> [Provided records]
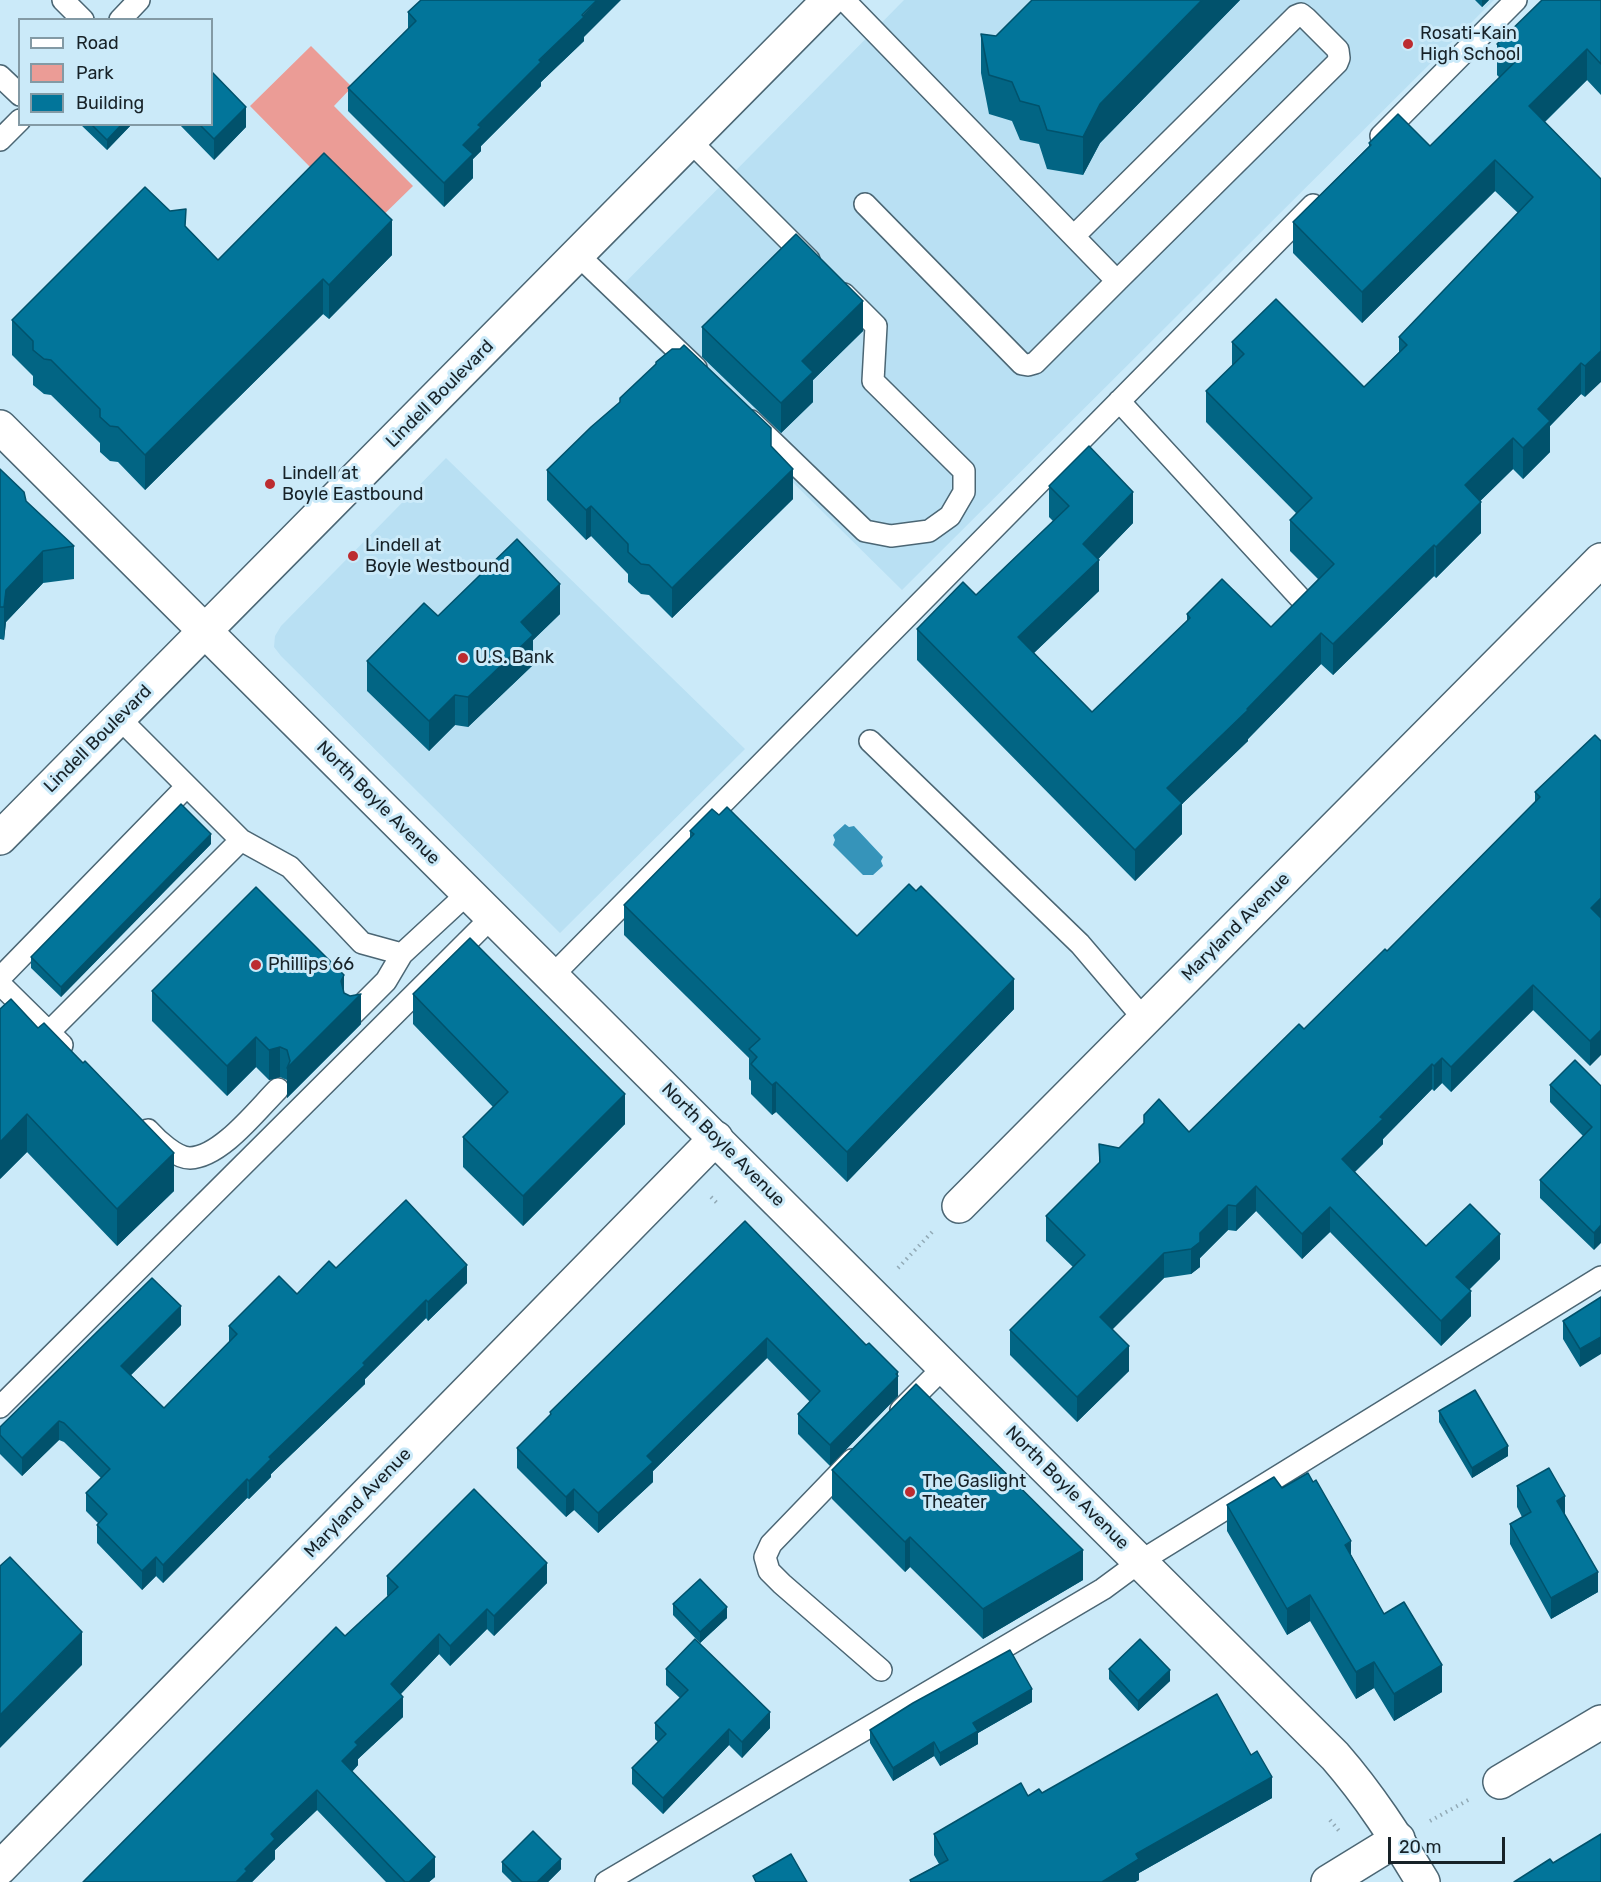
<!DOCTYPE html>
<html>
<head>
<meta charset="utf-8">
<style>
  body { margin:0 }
  #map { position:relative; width:1601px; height:1882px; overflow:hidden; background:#cbeaf9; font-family:Rubik,sans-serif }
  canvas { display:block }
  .legend { position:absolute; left:18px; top:18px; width:195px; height:108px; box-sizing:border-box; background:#cbeaf9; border:2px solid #839aa5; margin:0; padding:8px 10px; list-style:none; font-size:18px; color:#172228 }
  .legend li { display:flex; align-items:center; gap:12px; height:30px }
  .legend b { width:30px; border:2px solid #839aa5 }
  .scale { position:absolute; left:1388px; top:1837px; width:117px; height:27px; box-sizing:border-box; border:3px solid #172228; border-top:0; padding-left:8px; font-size:18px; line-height:21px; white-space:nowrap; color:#172228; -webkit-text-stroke:4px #cbeaf9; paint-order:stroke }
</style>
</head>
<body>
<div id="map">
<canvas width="1601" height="1882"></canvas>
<ul class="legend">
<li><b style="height:8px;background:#fff"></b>Road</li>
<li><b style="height:16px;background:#eb9c96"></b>Park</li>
<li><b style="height:16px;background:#02759a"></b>Building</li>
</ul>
<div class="scale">20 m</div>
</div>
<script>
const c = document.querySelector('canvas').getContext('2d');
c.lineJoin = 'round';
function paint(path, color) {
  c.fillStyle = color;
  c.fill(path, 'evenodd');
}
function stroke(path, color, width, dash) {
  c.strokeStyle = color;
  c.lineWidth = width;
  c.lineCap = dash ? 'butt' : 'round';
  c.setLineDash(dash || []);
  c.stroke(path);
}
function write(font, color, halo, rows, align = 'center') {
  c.font = font + ' Rubik,sans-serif';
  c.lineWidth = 6;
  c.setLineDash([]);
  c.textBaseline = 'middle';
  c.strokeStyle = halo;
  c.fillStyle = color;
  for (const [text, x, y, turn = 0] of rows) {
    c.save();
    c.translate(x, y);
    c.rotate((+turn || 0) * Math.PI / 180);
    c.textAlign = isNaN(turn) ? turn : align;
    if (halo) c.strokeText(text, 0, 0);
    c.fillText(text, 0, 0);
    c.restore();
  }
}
paint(new Path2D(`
  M904 0H1494L902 590 608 300Z
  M446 458 745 749 560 933 281 656 274 647 275 636 281 626Z`), '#b9e0f3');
paint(new Path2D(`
  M311 46 352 87 334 106 413 186 370 228 250 106Z`), '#eb9c96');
paint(new Path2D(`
  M845 824 849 827 854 826 883 857 881 861 883 866 873 875H863L833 845 835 840 833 835Z`), '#3694ba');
const lane = new Path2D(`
  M63 0 83 20
  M844 0 1117 281 1337 63 1339 58 1338 50 1306 18 1301 14 1296 16 1074 236
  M120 20 139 0
  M0 76 20 95
  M1381 136 1516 0
  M0 140 20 120
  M690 141 809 260
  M865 204 1022 364 1028 365 1035 363 1117 281
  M578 255 696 368
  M1119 401 1300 598
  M751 421 865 531 891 536 929 531 950 516 964 492V471L873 381 876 326 844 294
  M119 718 241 840 290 867 362 943 402 954 468 893
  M870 741 1080 944 1144 1019
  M552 976 1313 205
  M0 978 187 786
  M0 984 62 1045
  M353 1014 386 981 402 954
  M49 1032 241 840
  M148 1130C157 1140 176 1158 190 1158 221 1157 257 1110 278 1089
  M0 1407 492 917
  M901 1410 945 1366
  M852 1460 771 1544 765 1557 769 1571 782 1584 881 1670
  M606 1882 1103 1589 1141 1561 1601 1277`);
const street = new Path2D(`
  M959 1206 1601 560
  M1500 1782 1601 1722
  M0 1868 716 1138
  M1328 1882 1398 1839`);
const secondary = new Path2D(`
  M0 427 1335 1756C1369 1795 1396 1837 1423 1882
  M0 838 829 0`);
stroke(lane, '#4b6674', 24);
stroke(street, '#4b6674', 36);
stroke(secondary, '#4b6674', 36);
stroke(new Path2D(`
  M711 1197 718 1204
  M898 1268 934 1230
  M1330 1820 1340 1832
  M1430 1821 1470 1799`), '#92aab6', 4, [1.5, 4.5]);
stroke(lane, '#fff', 21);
stroke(street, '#fff', 33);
stroke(secondary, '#fff', 33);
paint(new Path2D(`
  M1032 0H1240L1100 143 1083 175 1047 169 1039 144 1020 140 1012 121 989 114 981 73V34L996 36Z
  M1475 0H1489L1482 7Z
  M1601 0V95L1587 80 1545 122 1601 179 1585 397 1581 394 1550 426V452L1523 479 1513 469 1480 501 1481 533 1436 578 1434 576 1333 675 1321 664 1248 739V741L1182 804V834L1135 881 917 660V629L976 595 1053 521 1049 517V486L1133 523 1098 559 1099 591 1034 653 1092 712 1187 621V614L1271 627 1318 579 1290 551V520L1296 513 1206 422V391L1232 366V342L1364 387 1399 352V337L1518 213 1495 191 1362 323 1293 253V222L1369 146V143L1430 146 1500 78 1497 75V44Z
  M408 12 584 37V41L541 82V86L481 146V151L473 159V178L444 207 348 111V88L408 29Z
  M80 124H132L107 150Z
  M179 124H212L246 127 214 160Z
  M186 227 218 260 392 255 329 319 323 314 145 490 118 462 110 461 100 452V443L51 395 44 394 33 385V376L12 355V320Z
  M702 327 863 331 813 380V402L781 433 702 357Z
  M771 446 793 499 672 618 649 595 641 594 628 582V574L591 536 586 540 547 500V470Z
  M0 469 26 501 74 546V579L43 583 6 622 4 640 0 639Z
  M560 614 533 640V665L468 727 455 725 429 751 367 691V661L438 616Z
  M1595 735 1590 1066 1533 1010 1451 1092 1442 1083 1434 1091 1432 1089 1383 1139V1144L1355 1172 1426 1246 1500 1259 1469 1290 1471 1316 1441 1346 1330 1232 1302 1259 1256 1211 1236 1231 1228 1230 1200 1258V1267L1191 1274 1164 1278 1112 1329 1129 1371 1077 1422 1010 1355V1330L1073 1267 1046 1241V1216L1099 1163V1144L1119 1148 1189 1132 1304 1029 1387 951 1535 802V792Z
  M719 815 857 936 1014 1009 847 1182 776 1112 772 1115 751 1094V1081L749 1079V1058L624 935V905L690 838V831Z
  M211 844 61 997 31 968V957Z
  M152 991 344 993 361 1024 287 1098V1080L280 1077 269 1080 256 1067 227 1096 152 1021Z
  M413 994 625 1124 523 1226 463 1167V1137L493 1107 413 1024Z
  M38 1028 174 1191 117 1246 27 1152 0 1179Z
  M1550 1085 1601 1086 1594 1250 1540 1198V1180L1583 1136 1550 1102Z
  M745 1221 866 1345 898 1372V1396L830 1466 798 1434V1414L810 1402 767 1358 653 1471V1482L598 1533 574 1510 566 1517 517 1468V1448L550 1415V1412Z
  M336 1268 467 1283 428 1321 426 1318 365 1379V1384L271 1474V1477L249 1499 247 1498 163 1583 156 1576 142 1590 97 1543V1525L98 1523 86 1511V1493L101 1478 64 1442 59 1440 22 1476 0 1454V1427L181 1325 131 1375 164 1408 229 1342V1326L297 1294Z
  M1601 1297 1580 1367 1563 1339V1321Z
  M1439 1411 1508 1456 1472 1478 1439 1422Z
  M832 1470 1083 1580 983 1639 910 1567 905 1572 832 1499Z
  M1517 1486 1565 1515 1598 1592 1551 1619 1510 1544V1524L1522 1517 1517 1507Z
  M1282 1488 1351 1555 1384 1614 1442 1692 1394 1721 1374 1688 1356 1699 1310 1621 1287 1635 1227 1531V1505Z
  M387 1576 547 1583 494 1636 487 1629 450 1666 439 1654 401 1694 403 1717 358 1759V1765L352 1772 435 1877 429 1882H386L317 1810 275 1850V1859L252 1882H83L388 1597 387 1595Z
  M673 1604 727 1618 700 1643 673 1615Z
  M666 1669 770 1728 742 1758 729 1745 663 1814 632 1784V1768L658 1742 655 1739V1723L680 1698 666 1685Z
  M1109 1669 1170 1681 1138 1711 1109 1679Z
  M1032 1702 978 1733V1744L940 1766 934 1756 893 1781 870 1743V1730Z
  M1042 1793 1272 1798 1139 1873V1880L1135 1882H910V1880L939 1864 934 1855V1834L1028 1796Z
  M502 1862 561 1869 548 1882H512L502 1872Z`), '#026584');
paint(new Path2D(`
  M597 0H621L584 37V41L541 82V86L481 146V151L473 159V178L444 207V183L463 145 478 125Z
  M1202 0H1240L1100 143 1083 175V137L1100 104Z
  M1482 0H1489L1482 7Z
  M1587 49V80L1529 137V106Z
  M246 107V127L214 160V139Z
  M122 124H132L107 150V140Z
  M1495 160V191L1362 323V292Z
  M392 220V255L329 319V285Z
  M323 279V314L145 490V455Z
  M863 301V331L813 380V402L781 433V403L802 361Z
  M1601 351V382L1585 397V366Z
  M1581 363V394L1550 426V452L1523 479V448L1538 409Z
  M1513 438V469L1465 516V485Z
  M793 469V499L672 618V588Z
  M1133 492V523L1083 575V544Z
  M1481 502V533L1436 578V547Z
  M591 506V536L586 540V510Z
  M1434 545V576L1333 675V644Z
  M43 551V583L6 622 4 640V607L6 590Z
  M1099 560V591L1018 668V637Z
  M560 584V614L533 640V665L468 727V697L521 622Z
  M1321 633V664L1248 739V741L1182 804V834L1135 881V850L1167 788 1247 709Z
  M455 695V725L429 751V721Z
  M211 834V844L61 997V987Z
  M1601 898V923L1591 908Z
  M344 975V1005L341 981Z
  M1014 979V1009L847 1182V1152Z
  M1533 985V1010L1451 1092V1067Z
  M361 994V1024L287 1098V1068Z
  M1601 1030V1055L1590 1066V1041Z
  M256 1037V1067L227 1096V1066Z
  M280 1047V1077L269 1080V1050Z
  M1442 1058V1083L1434 1091V1066Z
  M1432 1064V1089L1383 1139V1144L1342 1184V1159L1380 1117Z
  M776 1082V1112L772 1115V1085Z
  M625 1094V1124L523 1226V1196Z
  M27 1114V1152L0 1179V1142Z
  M174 1153V1191L117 1246V1209Z
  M1256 1186V1211L1236 1231V1206Z
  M1228 1205V1230L1200 1258V1267L1191 1274V1249L1200 1233Z
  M1330 1207V1232L1302 1259V1234Z
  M1601 1225V1243L1594 1250V1233Z
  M1500 1234V1259L1456 1302V1277Z
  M1164 1253V1278L1100 1342V1317Z
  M467 1265V1283L428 1321V1302Z
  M1471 1291V1316L1441 1346V1321Z
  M426 1300V1318L365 1379V1384L271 1474V1477L249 1499V1481L269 1457Z
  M181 1306V1325L121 1385V1366Z
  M1601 1337V1354L1580 1367V1349Z
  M767 1338V1358L653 1471V1482L598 1533V1513L647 1456Z
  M1129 1346V1371L1077 1422V1397Z
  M898 1372V1396L830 1466V1445Z
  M59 1421V1440L22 1476V1458Z
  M1508 1446V1456L1472 1478V1468Z
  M247 1479V1498L163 1583V1565Z
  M574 1489V1510L566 1517V1497Z
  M1565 1496V1516L1557 1501Z
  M910 1537V1567L905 1572V1542Z
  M1351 1541V1568L1345 1545Z
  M1083 1550V1580L983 1639V1609Z
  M156 1557V1576L142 1590V1571Z
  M547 1563V1583L494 1636V1616Z
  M1598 1572V1592L1551 1619V1598Z
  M1310 1595V1621L1287 1635V1609Z
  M727 1607V1618L700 1643V1632Z
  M487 1609V1629L450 1666V1646Z
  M82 1632V1665L0 1748V1715Z
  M439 1634V1654L391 1704V1684Z
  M1374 1662V1688L1356 1699V1672Z
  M1442 1665V1692L1394 1721V1694Z
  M1170 1670V1681L1138 1711V1701Z
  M1032 1689V1702L978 1733V1744L940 1766V1753L973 1723Z
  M403 1697V1717L358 1759V1765L342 1781V1761L355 1742Z
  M770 1712V1728L742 1758V1742Z
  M729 1729V1745L663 1814V1798Z
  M934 1742V1756L893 1781V1768Z
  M1272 1777V1798L1139 1873V1880L1135 1882H1102L1136 1854Z
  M317 1790V1810L275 1850V1859L252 1882H236L271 1834Z
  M435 1857V1877L429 1882H409Z
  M561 1859V1869L548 1882H537Z`), '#01526c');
const building = new Path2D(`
  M421 0H597L582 15 584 17 539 60 541 62 478 125 481 127 463 145 473 154 444 183 348 88 416 21 408 12Z
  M1032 0H1202L1100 104 1083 137 1047 130 1039 106 1020 101 1012 82 989 75 981 34 996 36Z
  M1542 0H1601V64L1587 49 1529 106 1601 179V351L1585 366 1581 363 1538 409 1550 421 1523 448 1513 438 1465 485 1481 502 1436 547 1434 545 1333 644 1321 633 1247 709 1248 710 1167 788 1182 803 1135 850 917 629 963 582 976 595 1069 506 1049 486 1089 446 1133 492 1083 544 1099 560 1018 637 1092 712 1190 618 1187 614 1222 579 1271 627 1334 564 1290 520 1312 498 1206 391 1244 354 1232 342 1276 299 1364 387 1407 345 1399 337 1533 197 1495 160 1362 292 1293 222 1371 145 1369 143 1398 114 1430 146 1515 62 1497 44Z
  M212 72 246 107 214 139 199 124H212Z
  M91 124H122L107 140Z
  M324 153 392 220 329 285 323 279 145 455 118 427 110 426 100 417V409L51 360 44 359 33 350V341L12 320 145 187 170 211 186 209 185 226 218 260Z
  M796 234 863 301 802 361 813 372 781 403 702 327Z
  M684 345 771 428V446L793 469 672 588 649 565 641 564 628 552V544L591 506 586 510 547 470 591 427 620 402V398L656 364V362L672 349H680Z
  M0 469 24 492 26 501 74 546 43 551 6 590 4 607H0Z
  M517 539 560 584 521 622 533 635 468 697 455 695 429 721 367 661 424 603 438 616Z
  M1595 735 1601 741V898L1591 908 1601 918V1030L1590 1041 1533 985 1451 1067 1442 1058 1434 1066 1432 1064 1380 1117 1383 1119 1342 1159 1426 1246 1470 1204 1500 1234 1456 1277 1471 1291 1441 1321 1330 1207 1302 1234 1256 1186 1236 1206 1228 1205 1200 1233V1242L1191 1249 1164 1253 1100 1317 1129 1346 1077 1397 1010 1330 1085 1255 1046 1216 1100 1162 1099 1144 1119 1148 1144 1123V1115L1159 1099 1189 1132 1299 1024 1304 1029 1385 949 1387 951 1540 797 1535 792Z
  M181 804 211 834 61 987 31 957Z
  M727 807 857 936 909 884 916 891 921 886 1014 979 847 1152 776 1082 772 1085 751 1064 757 1057 749 1049 760 1039 624 905 694 834 690 831 712 809 719 815Z
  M256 887 344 975 341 981 344 993 350 996 361 994 287 1068 290 1061 287 1050 280 1047 269 1050 256 1037 227 1066 152 991Z
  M470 938 625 1094 523 1196 463 1137 508 1092 413 994Z
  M11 999 38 1028 44 1023 83 1063 85 1061 174 1153 117 1209 27 1114 0 1142V1009Z
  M1575 1060 1601 1086V1225L1594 1233 1540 1180 1592 1127 1550 1085Z
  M406 1200 467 1265 428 1302 426 1300 363 1363 365 1365 269 1457 271 1459 249 1481 247 1479 163 1565 156 1557 142 1571 97 1525 107 1514 86 1493 110 1469 64 1423 59 1421 22 1458 0 1435V1427L152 1278 181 1306 121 1366 164 1408 237 1334 229 1326 279 1276 297 1294 329 1261 336 1268Z
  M745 1221 866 1345 869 1343 898 1372 896 1374 898 1376 830 1445 798 1414 820 1391 767 1338 647 1456 653 1462 598 1513 574 1489 566 1497 517 1448 551 1414 550 1412Z
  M1601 1297V1337L1580 1349 1563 1321Z
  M916 1384 1083 1550 983 1609 910 1537 905 1542 832 1470Z
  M1475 1390 1508 1446 1472 1468 1439 1411Z
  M1549 1468 1565 1496 1557 1501 1598 1572 1551 1598 1510 1524 1531 1512 1517 1486Z
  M1308 1473 1313 1482 1316 1480 1351 1541 1345 1545 1384 1614 1404 1602 1442 1665 1394 1694 1374 1662 1356 1672 1310 1595 1287 1609 1227 1505 1274 1477 1282 1488Z
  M474 1489 547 1563 494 1616 487 1609 450 1646 439 1634 391 1684 403 1697 355 1742 358 1745 342 1761 435 1857 409 1882H405L317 1790 271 1834 275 1839 245 1869 247 1871 236 1882H83L336 1627 345 1636 398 1587 387 1576Z
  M10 1557 82 1632 0 1715V1566Z
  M700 1579 727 1607 700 1632 673 1604Z
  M695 1639 770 1712 742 1742 729 1729 663 1798 632 1768 666 1734 655 1723 688 1690 666 1669Z
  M1140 1639 1170 1670 1138 1701 1109 1669Z
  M1010 1650 1032 1689 973 1723 978 1731 940 1753 934 1742 893 1768 870 1730 913 1703Z
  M1217 1694 1251 1755 1257 1751 1272 1777 1136 1854 1139 1859 1102 1882H911L910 1880 948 1860 934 1834 1021 1783 1028 1796 1039 1789 1042 1793Z
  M533 1831 561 1859 537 1882H522L502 1862Z
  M1601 1834V1882H1514L1550 1859 1553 1863Z
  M791 1854 807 1882H756L753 1876Z`);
paint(building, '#02759a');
stroke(building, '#01526c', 1.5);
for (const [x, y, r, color] of [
  [1408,44,6,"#bc2c30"],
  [270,484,6,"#bc2c30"],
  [353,556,6,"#bc2c30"],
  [463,658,6,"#bc2c30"],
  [256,965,6,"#bc2c30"],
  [910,1492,6,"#bc2c30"]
]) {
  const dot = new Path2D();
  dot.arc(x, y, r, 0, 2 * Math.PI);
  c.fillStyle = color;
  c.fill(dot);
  stroke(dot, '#cbeaf9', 2);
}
write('18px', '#172228', '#cbeaf9', [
  ["Rosati-Kain",1420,34],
  ["High School",1420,55],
  ["Lindell at",282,474],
  ["Boyle Eastbound",282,495],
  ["Lindell at",365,546],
  ["Boyle Westbound",365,567],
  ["U.S. Bank",475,658],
  ["Phillips 66",268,965],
  ["The Gaslight",922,1482],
  ["Theater",922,1503]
], 'left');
write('18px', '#172228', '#cbeaf9', [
  ["Lindell Boulevard",440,394,-45],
  ["Lindell Boulevard",98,739,-45],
  ["North Boyle Avenue",378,803,45],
  ["Maryland Avenue",1236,927,-45],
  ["North Boyle Avenue",723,1145,45],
  ["North Boyle Avenue",1067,1488,45],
  ["Maryland Avenue",358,1503,-46]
]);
</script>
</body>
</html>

> [What you are asked to do] The required output is each line of the entries that contains the word "align".

> [Completed task]
  .legend li { display:flex; align-items:center; gap:12px; height:30px }
function write(font, color, halo, rows, align = 'center') {
    c.textAlign = isNaN(turn) ? turn : align;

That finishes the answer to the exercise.